> _DIRECTIONS FOR THIS TASK_
Each line below that contains "linecap" should be counted. Give only the total.
= Beginning of Section =
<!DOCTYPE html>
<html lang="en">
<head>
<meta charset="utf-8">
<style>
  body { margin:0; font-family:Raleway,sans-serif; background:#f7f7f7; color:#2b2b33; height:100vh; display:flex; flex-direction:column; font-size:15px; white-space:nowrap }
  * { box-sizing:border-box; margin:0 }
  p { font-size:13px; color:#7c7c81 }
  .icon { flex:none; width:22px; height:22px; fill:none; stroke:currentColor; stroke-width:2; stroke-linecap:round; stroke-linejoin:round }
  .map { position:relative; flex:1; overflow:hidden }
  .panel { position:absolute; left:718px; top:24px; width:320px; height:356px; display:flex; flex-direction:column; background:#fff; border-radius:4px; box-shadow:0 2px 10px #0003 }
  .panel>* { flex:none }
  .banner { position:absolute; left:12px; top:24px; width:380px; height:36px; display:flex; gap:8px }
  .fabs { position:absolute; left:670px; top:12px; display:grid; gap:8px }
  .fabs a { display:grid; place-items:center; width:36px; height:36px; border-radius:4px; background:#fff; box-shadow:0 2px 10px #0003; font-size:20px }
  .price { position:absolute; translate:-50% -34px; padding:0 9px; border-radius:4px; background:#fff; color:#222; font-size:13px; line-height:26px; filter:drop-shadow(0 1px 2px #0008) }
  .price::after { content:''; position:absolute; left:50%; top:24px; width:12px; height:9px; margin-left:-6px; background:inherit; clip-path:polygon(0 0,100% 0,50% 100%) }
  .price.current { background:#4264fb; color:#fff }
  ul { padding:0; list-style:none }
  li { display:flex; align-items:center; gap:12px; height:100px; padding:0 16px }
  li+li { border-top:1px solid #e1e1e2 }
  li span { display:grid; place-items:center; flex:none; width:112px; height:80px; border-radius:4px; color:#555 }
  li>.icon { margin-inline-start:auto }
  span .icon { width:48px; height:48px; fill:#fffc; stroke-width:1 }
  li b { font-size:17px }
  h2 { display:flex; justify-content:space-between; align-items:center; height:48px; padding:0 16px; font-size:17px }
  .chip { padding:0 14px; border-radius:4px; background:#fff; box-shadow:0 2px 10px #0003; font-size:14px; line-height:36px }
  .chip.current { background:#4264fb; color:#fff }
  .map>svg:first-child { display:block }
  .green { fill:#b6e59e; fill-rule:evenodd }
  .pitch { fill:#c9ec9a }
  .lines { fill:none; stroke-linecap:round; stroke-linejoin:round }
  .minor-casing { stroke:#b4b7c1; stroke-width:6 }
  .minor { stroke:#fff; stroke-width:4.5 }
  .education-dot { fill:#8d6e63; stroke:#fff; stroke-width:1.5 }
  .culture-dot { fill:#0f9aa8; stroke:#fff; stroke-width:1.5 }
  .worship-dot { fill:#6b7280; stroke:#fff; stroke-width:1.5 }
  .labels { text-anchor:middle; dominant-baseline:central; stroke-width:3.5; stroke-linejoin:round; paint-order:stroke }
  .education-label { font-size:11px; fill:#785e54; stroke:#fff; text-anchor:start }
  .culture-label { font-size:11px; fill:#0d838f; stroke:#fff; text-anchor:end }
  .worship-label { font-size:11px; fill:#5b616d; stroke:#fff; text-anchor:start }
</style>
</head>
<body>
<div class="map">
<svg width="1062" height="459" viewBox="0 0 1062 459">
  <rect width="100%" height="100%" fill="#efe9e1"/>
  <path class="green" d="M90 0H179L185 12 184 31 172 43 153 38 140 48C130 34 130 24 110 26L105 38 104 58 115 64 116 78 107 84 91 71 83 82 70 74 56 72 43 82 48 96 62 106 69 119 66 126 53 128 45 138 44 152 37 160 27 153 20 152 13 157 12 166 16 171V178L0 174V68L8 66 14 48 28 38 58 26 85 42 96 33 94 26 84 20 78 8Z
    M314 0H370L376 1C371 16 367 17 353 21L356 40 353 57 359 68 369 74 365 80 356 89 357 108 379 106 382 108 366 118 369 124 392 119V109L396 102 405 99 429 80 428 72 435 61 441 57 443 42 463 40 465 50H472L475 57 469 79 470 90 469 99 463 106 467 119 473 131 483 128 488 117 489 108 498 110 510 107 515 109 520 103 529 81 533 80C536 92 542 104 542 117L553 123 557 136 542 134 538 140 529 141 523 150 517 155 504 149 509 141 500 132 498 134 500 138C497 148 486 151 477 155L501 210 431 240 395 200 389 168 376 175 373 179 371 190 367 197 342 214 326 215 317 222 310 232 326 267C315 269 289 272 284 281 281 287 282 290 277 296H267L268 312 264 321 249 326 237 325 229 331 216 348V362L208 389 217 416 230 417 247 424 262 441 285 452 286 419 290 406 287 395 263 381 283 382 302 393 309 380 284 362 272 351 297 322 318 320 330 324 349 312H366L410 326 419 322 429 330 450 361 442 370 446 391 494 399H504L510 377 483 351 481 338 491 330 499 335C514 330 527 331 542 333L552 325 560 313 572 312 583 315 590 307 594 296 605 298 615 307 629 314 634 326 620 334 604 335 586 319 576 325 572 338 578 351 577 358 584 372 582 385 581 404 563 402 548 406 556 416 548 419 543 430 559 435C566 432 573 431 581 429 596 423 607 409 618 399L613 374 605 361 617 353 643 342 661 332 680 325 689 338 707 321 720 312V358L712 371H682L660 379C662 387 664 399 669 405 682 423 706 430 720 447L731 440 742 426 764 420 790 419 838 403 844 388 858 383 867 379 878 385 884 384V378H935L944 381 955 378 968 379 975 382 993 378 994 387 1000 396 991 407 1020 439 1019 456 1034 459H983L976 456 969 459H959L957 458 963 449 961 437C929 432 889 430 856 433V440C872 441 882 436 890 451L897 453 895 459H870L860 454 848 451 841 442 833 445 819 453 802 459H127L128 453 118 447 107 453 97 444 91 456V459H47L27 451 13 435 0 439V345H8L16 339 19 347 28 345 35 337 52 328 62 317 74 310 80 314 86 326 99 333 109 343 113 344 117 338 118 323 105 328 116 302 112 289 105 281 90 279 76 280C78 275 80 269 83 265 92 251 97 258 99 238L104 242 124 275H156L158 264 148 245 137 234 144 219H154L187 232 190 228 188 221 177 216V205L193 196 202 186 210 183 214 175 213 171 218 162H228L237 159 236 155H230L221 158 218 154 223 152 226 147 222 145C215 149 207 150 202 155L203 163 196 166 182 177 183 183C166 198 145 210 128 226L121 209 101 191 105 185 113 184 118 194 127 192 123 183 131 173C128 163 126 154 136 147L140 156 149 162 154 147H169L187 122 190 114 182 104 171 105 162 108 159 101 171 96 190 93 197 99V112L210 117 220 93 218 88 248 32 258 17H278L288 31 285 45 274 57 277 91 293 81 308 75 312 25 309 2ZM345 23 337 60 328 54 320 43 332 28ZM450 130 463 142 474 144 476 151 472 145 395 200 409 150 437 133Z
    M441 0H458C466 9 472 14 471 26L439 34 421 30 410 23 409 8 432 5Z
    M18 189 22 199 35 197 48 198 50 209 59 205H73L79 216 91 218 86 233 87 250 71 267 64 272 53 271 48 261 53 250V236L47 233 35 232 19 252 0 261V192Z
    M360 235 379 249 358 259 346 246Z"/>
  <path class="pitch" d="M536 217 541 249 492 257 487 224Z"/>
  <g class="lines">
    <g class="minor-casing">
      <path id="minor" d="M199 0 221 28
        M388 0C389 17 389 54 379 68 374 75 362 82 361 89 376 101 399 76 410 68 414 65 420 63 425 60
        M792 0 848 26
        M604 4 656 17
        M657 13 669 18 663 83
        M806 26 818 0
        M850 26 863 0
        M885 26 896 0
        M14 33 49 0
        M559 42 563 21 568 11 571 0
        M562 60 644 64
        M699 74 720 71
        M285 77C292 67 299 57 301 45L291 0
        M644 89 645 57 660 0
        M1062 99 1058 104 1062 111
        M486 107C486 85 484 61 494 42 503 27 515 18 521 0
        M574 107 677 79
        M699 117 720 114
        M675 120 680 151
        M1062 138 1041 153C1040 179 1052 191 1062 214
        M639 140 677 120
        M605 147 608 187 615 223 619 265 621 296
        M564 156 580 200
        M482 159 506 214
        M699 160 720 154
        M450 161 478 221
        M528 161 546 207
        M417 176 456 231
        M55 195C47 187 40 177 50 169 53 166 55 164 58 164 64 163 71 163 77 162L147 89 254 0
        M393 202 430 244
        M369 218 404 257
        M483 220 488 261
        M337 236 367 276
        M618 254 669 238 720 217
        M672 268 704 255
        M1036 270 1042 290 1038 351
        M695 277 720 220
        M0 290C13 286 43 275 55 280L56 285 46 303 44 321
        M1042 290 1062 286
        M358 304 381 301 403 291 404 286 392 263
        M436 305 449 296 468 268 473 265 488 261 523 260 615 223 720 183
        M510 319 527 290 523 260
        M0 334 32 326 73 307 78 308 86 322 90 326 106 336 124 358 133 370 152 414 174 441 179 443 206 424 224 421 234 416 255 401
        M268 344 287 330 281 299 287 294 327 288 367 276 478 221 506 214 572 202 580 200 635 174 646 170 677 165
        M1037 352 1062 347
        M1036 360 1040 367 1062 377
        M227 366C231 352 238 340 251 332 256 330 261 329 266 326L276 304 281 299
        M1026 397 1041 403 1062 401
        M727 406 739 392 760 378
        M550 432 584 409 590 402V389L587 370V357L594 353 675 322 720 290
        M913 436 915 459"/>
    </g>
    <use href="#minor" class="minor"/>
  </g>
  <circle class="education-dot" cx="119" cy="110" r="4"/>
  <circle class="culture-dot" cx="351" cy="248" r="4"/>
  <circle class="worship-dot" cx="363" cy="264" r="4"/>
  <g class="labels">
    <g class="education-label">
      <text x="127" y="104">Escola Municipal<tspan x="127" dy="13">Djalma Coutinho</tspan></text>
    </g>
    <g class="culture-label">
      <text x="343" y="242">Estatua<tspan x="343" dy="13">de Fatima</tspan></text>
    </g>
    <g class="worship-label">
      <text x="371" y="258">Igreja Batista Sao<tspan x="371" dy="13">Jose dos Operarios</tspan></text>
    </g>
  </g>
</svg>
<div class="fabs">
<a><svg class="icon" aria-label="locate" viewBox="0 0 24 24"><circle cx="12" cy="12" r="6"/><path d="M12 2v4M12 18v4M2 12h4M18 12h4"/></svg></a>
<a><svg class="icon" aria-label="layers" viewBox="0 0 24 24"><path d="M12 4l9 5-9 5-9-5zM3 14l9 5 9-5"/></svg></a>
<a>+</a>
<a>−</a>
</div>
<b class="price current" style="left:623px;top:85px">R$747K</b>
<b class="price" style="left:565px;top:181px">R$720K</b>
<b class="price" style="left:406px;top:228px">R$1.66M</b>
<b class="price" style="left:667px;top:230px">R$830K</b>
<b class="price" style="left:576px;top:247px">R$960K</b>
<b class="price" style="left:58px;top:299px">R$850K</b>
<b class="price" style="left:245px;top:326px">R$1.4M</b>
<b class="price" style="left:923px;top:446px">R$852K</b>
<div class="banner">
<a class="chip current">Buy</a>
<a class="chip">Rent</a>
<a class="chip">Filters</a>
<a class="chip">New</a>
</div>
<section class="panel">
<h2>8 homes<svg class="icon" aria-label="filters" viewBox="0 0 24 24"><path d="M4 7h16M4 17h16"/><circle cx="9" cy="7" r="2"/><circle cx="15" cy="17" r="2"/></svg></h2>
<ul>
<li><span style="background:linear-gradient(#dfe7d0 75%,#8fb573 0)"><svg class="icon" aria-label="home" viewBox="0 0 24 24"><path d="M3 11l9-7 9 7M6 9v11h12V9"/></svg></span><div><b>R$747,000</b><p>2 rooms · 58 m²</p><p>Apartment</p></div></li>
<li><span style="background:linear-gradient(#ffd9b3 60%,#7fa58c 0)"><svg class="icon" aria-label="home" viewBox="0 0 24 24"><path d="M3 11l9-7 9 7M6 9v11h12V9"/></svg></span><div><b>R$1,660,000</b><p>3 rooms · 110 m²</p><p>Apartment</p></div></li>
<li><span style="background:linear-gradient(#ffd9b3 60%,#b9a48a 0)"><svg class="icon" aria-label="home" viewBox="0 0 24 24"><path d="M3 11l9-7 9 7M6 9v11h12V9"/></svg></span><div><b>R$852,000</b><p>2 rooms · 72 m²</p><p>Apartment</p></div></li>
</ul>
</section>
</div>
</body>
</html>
= End of Section =
> _FINISHED TASK_
2